Coffee: Does a Body Good?
Cup of coffee.
That morning cup of coffee may do more than just perk you up. A new study shows that coffee is the primary source of antioxidants for Americans.
This finding may come as a surprise to some since scientists and nutrition experts usually tout fruits and vegetables as the best source of antioxidants - chemicals that prevent cellular damage. But, this study shows for the first time that Americans get most of their antioxidants from their daily fix of java.
"Americans get more of their antioxidants from coffee than any other dietary source," said study leader Joe Vinson of the University of Scranton. "Nothing else comes close."
And don't worry if you can't handle the full strength stuff - this study suggests that decaf provides similar antioxidant levels. This comes as good news for the nearly half of all Americans that depend on coffee for that morning pick-me-up.
No need to go out and start chugging coffee, though. "One to two cups a day appear to be beneficial," Vinson said.
Or, if you don't like coffee, try black tea, the second most consumed antioxidant source. Bananas, dry beans, and corn wrap up the top five.
Oxidation, a normal biological process that breaks down chemicals in our bodies, also creates highly reactive free radicals which can attack our cells. Exposure to tobacco smoke and radiation can also create free radicals.
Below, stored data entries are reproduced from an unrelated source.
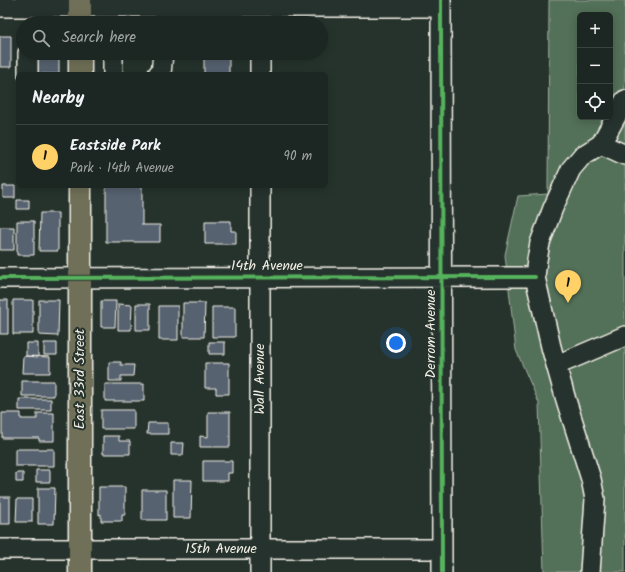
<!DOCTYPE html>
<meta charset="utf-8">
<style>
body{margin:0;font-family:Kalam,sans-serif;background:#252e2a;color:#f1f3f6}
.controls{position:absolute;right:12px;top:12px;display:grid;overflow:hidden;border-radius:6px;box-shadow:0 2px 10px #0003}
.controls button{width:36px;height:36px;display:grid;place-items:center;padding:0;border:0;border-bottom:1px solid #3a4340;background:#1c2622;color:#f1f3f6;font:20px sans-serif}
.you{position:absolute;left:396px;top:343px;width:14px;height:14px;margin:-10px;border:3px solid #fff;border-radius:50%;background:#1a73e8;box-shadow:0 0 0 6px #1a73e833}
.badge{display:grid;place-items:center;width:26px;height:26px;border-radius:50%;background:#ffd166;color:#111;font-size:13px;font-weight:700}
.pin{position:absolute;translate:-50% -33px;filter:drop-shadow(0 1px 2px #0008)}
.pin::after{content:'';position:absolute;top:21px;width:14px;height:12px;background:inherit;clip-path:polygon(0 0,100% 0,50% 100%)}
.list{margin:0;padding:0;list-style:none}
h2{display:flex;justify-content:space-between;align-items:center;height:52px;margin:0;padding:0 16px;font-size:17px}
h2 small{font-size:13px;font-weight:400;color:#a0a5a5}
.list li{display:grid;grid-template-columns:26px 1fr auto;gap:12px;align-items:center;box-sizing:border-box;height:64px;padding:0 16px;border-top:1px solid #3a4340}
.list b{display:block;font-size:15px;white-space:nowrap}
.list p{margin:0;font-size:13px;white-space:nowrap;color:#a0a5a5}
.list em{font-size:13px;font-style:normal;color:#a0a5a5}
.icon{flex:none;width:22px;height:22px;fill:none;stroke:currentColor;stroke-width:2;stroke-linecap:round;stroke-linejoin:round}
.map{position:relative;flex:none;width:625px;height:572px;overflow:hidden}
.search{position:absolute;background:#1c2622;box-shadow:0 2px 10px #0003;left:16px;top:16px;width:312px;height:44px;display:flex;align-items:center;gap:10px;box-sizing:border-box;padding:0 14px;border-radius:22px;color:#a0a5a5;font-size:15px}
.panel{position:absolute;background:#1c2622;box-shadow:0 2px 10px #0003;left:16px;top:72px;width:312px;height:116px;border-radius:6px}
.map>svg:first-child{display:block}
.green{fill:#527058;stroke:#a3b0a0;fill-rule:evenodd}
.building{fill:#576270;stroke:#f4f1e8}
.lines{fill:none;stroke-linecap:round;stroke-linejoin:round}
.minor-casing{stroke:#f4f1e8;stroke-width:22}
.major-casing{stroke:#f4f1e8;stroke-width:25}
.minor{stroke:#26332d;stroke-width:19}
.major{stroke:#706f59;stroke-width:22}
.cycleway-casing{stroke:#26332d;stroke-width:6}
.cycleway{stroke:#56b35d;stroke-width:4}
.labels{text-anchor:middle;dominant-baseline:central;stroke-width:4;stroke-linejoin:round;paint-order:stroke}
.street-label{font-size:14px;fill:#f4f1e8;stroke:#26332d}
</style>
<div class="map">
<svg width="625" height="572" viewBox="0 0 625 572">
<rect width="100%" height="100%" fill="#26332d"/>
<filter id="ink" filterUnits="userSpaceOnUse"><feTurbulence type="fractalNoise" baseFrequency=".025" numOctaves="2"/><feDisplacementMap in="SourceGraphic" scale="8" xChannelSelector="R" yChannelSelector="G"/><feConvolveMatrix kernelMatrix="1 2 1 2 8 2 1 2 1" color-interpolation-filters="sRGB"/></filter>
<g filter="url(#ink)">
<!-- green -->
<path class="green" d="M549,0H625V572H544L539,403L516,350L505,255L518,196L548,194ZM580,15H610V117H580Z"/>
<!-- building -->
<path class="building" d="M0,36H11V67H0Z
M30,53H59V74H31Z
M204,53H229V74H204Z
M3,186H15V198H3Z
M106,186H142V225H160V242H106Z
M17,200H29V209H17Z
M40,213H58V251H39Z
M17,221H34V255H17Z
M205,221H231V231H236V244H205Z
M0,227H14V250H0Z
M0,300H8V334H0Z
M13,300H33V334H13Z
M39,300H59L58,336L39,335Z
M101,301H116L115,327H101Z
M183,303H205L204,337H183Z
M118,304L132,305L131,330H118Z
M136,304H150V330H136Z
M159,306H178V340H159Z
M212,307H235V337H212Z
M209,342H225V354H209Z
M26,343H38V357L26,356Z
M44,343H57V355H44Z
M26,356L50,357V373H22L23,357Z
M109,362H121V365H134L133,376H121V381H109Z
M205,363H229V394H216V388H205Z
M22,381H54V396H22Z
M105,384H144V401H105Z
M19,399H51V410H19Z
M101,410H134V429H101Z
M208,412H230V447H200V436L208,437Z
M2,413H21V419H37V413H54V441H39V438H2Z
M148,423H168V434H147Z
M103,436H119V441H130V454H103Z
M171,443H184L183,455H171Z
M15,449H54V466H15Z
M203,461H232V473H228V481H203Z
M36,470H50V482H36Z
M16,473H23V482H16Z
M173,480H192L191,518H173Z
M99,487H125V515H122V521H101V514L99,515Z
M38,488H55L54,524H38Z
M142,490H166V520H142Z
M0,497H10V524H0Z
M17,499H32V522H16Z"/>
<g class="lines">
<!-- minor casing -->
<g class="minor-casing">
<path id="minor" d="M441,0L442,572
M0,7H441
M28,53V74
M113,53V74
M158,74H161L163,53
M260,74V53
M601,144L625,155
M260,186V572
M0,278L535,277
M557,365L625,336
M0,549H442
M590,572L595,499L591,479L566,400L551,347L535,277L537,260L540,243L553,208L571,169L582,156L601,144L625,100"/>
</g>
<!-- major casing -->
<g class="major-casing">
<path id="major" d="M80,0V23
M80,53V74
M80,572V186"/>
</g>
<!-- minor -->
<use href="#minor" class="minor"/>
<!-- major -->
<use href="#major" class="major"/>
<!-- cycleway casing -->
<g class="cycleway-casing">
<path id="cycleway" d="M441,0L442,572
M0,278L535,277"/>
</g>
<!-- cycleway -->
<use href="#cycleway" class="cycleway"/>
</g>
</g>
<g class="labels">
<!-- street labels -->
<g class="street-label">
<text x="267" y="266">14th Avenue</text>
<text transform="translate(431 334) rotate(-90)">Derrom Avenue</text>
<text transform="translate(80 379) rotate(-90)">East 33rd Street</text>
<text transform="translate(260 379) rotate(-90)">Wall Avenue</text>
<text x="221" y="549">15th Avenue</text>
</g>
</g>
</svg>
<div class="controls">
<button>+</button>
<button>−</button>
<button><svg class="icon" aria-label="locate" viewBox="0 0 24 24"><circle cx="12" cy="12" r="6"/><path d="M12 2v4M12 18v4M2 12h4M18 12h4"/></svg></button>
</div>
<div class="you"></div>
<div class="pin badge" style="left:568px;top:303px">1</div>
<div class="search"><svg class="icon" aria-label="search" viewBox="0 0 24 24"><circle cx="10" cy="10" r="6"/><path d="M15 15l6 6"/></svg>Search here</div>
<section class="panel">
<h2>Nearby<small></small></h2>
<ul class="list">
<li><span class="badge">1</span><div><b>Eastside Park</b><p>Park · 14th Avenue</p></div><em>90 m</em></li>
</ul>
</section>
</div>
If allowed to do their thing, free radicals can cause permanent damage to the body. Antioxidants, which have been linked to protection against heart disease and cancer, work like a sheriff in the Wild West by rounding up and neutralizing damaging radicals in the system.
However, Vinson cautions that high antioxidant levels in foods and beverages don't always translate into high levels in the body. It all depends on how the body absorbs and uses the antioxidants, says Vinson. The finer points of this process still stump scientists, but they know that antioxidants from different sources get used differently.
Vinson and his colleagues analyzed the antioxidant content of more than 100 common food items, including fruits, vegetables, nuts, spices, oils, and common beverages. Next, they compared this data to an existing U.S. Department of Agriculture database detailing the contribution of each food item to the average estimated American's consumption.
While some of the other foods contained more antioxidants, none could match coffee's frequency of consumption. Dates, cranberries, and red grapes are tops for antioxidant concentration per serving.
"Unfortunately, consumers are still not eating enough fruits and vegetables, which are better for you from an overall nutritional point of view due to their higher content of vitamins, minerals, and fibers," Vinson said.
This study, which was funded by the American Cocoa Research Institute, was presented this week at the 230th national meeting of the American Chemical Society.